Los tres amigos caminaron en silencio por la orilla del río hasta que estuvieron bastante lejos del campamento y del jolgorio. Una suave brisa refrescaba el sudor del rostro y rizaba las aguas que fluían. Era una noche preciosa, con el cielo despejado y titilante. A lo lejos, hacia el este, ahora que la calima había desaparecido, se veía una cordillera de picos nevados.

—Los montes Qilian —explicó Tarquinius. Se detuvo en una loma cubierta de hierba. Se sentó y dio unas palmadas a la tierra que tenía al lado. Disfrutando de la compañía, el adivino, el guerrero y el joven soldado se tumbaron para observar las estrellas fugaces que pasaban por el cielo. A Romulus le encantaba la costumbre de pasar un rato con sus mentores a esa hora del día.

—¿Te acuerdas cuando te dije que se tardaba años en llegar a ser un guerrero excepcional? —le preguntó Brennus de repente.

Romulus sintió con la cabeza y recordó su ardiente deseo de convertirse en el mejor del ludus. Para poder matar a Gemellus. En Roma, hacía una eternidad.

El galo le rodeó los hombros con sus inmensos brazos.

—Te he visto luchar hoy —dijo con una sonrisa—. Un año o dos y serás mejor que yo.

Romulus estaba asombrado.

—Nunca llegaré a ser tan fuerte como tú.

—Tan fuerte puede que no. Pero sí más habilidoso. —En la mirada de Brennus se apreciaba verdadero respeto.

Romulus le miró a los ojos.

—Casi todo es gracias a ti.

Brennus le abrazó con fuerza.

—Eres como un hijo para mí —bramó.

A Romulus le embargó la emoción y abrazó al galo con fuerza.

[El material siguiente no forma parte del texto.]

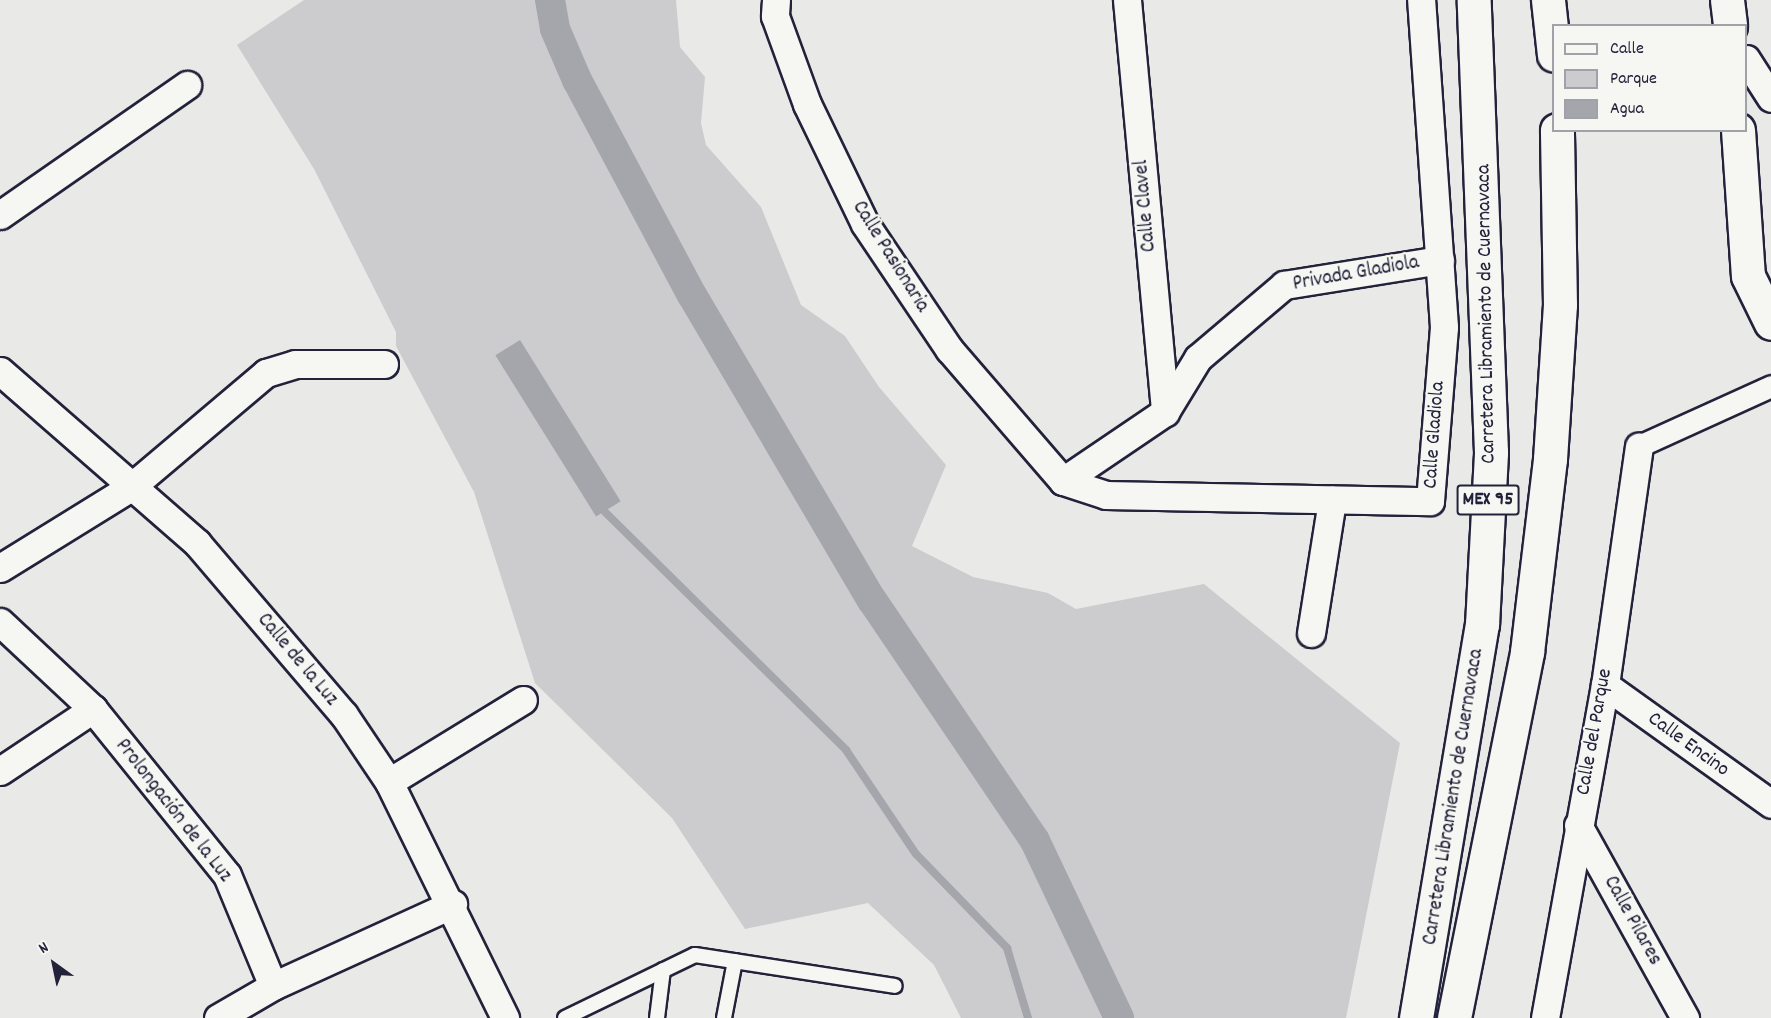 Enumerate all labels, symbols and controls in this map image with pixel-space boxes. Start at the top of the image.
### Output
legend [1552,24,1747,132]
text: Calle [1610,37,1644,62]
text: Parque [1610,67,1657,92]
text: Agua [1610,97,1644,122]
street label: Calle Clavel [1129,159,1163,253]
street label: Carretera Libramiento de Cuernavaca [1472,164,1502,464]
street label: Calle Pasionaria [846,197,934,317]
street label: Privada Gladiola [1291,251,1421,297]
street label: Calle Gladiola [1419,380,1451,490]
road number: MEX 95 [1456,483,1520,517]
street label: Calle de la Luz [251,608,343,712]
street label: Carretera Libramiento de Cuernavaca [1418,647,1490,947]
street label: Calle del Parque [1571,667,1619,797]
street label: Calle Encino [1642,707,1734,783]
street label: Prolongación de la Luz [109,734,237,888]
street label: Calle Pilares [1597,872,1667,970]
north arrow [24,934,84,994]
text: N [34,937,54,960]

En la oscuridad no veían el rostro de Tarquinius. Pero a Romulus no le importó. Se sentía inmensamente aliviado de que Brennus todavía estuviese vivo. De que todavía estuviese con él.

Permanecieron un rato en silencio, escuchando contentos los murciélagos que se lanzaban en picado y se zambullían en el agua. La tierra estaba en paz, librada de los sogdianos gracias al coraje de la legión olvidada.

Tras haber visto a Brennus sobrevivir contra todo pronóstico, Romulus se imaginó regresando un día a Roma y encontrando a su familia. En ese momento le parecía posible.

A Brennus le satisfizo pensar en lo similares que habían sido las predicciones de Ultan y de Tarquinius. Su culpabilidad y su dolor habían remitido porque estaba demostrado que los dioses le redimirían algún día. No allí, en los confines del mundo.

Con el recuerdo de Olenus, Tarquinius pidió que se cumpliese su necesidad de descubrir más sobre los orígenes de los etruscos. Por extraño que pareciese, su avidez de conocimientos se había aplacado desde hacía algún tiempo, y el arúspice sabía que se debía a lo que sentía por sus compañeros. Desde que perdiera a Olenus no había querido a nadie. Pero sin que Tarquinius se diese cuenta, el galo valiente y generoso y el joven deseoso de aprender se habían convertido en sus amigos. Romulus era como…, ¿qué? Un hijo. Se rió. Qué sentimiento más humano. ¡Qué… vulgar! Pero qué bien se sentía.

Los otros dos le dedicaron una mirada inquisidora, pero Tarquinius estaba absorto en sus pensamientos.

¿Cómo podía haber olvidado las palabras de Olenus? «Transmitirás muchos conocimientos». Romulus había estado ahí, en sus narices, todo el tiempo. Era alguien a quien podía empezar a enseñar el antiguo arte. De sus labios escapó un ligerísimo suspiro de satisfacción y al fin empezó a hablar.

—Nuestro viaje continuará durante años. —Dirigió su mirada hacia el horizonte y ellos hicieron lo mismo. Hacia el este—. Habrá más batallas. Y peligro de morir.

Se les erizó el vello de la nuca, pero ni Romulus ni Brennus preguntaron más.

Estaban vivos. Por el momento, eso era suficiente.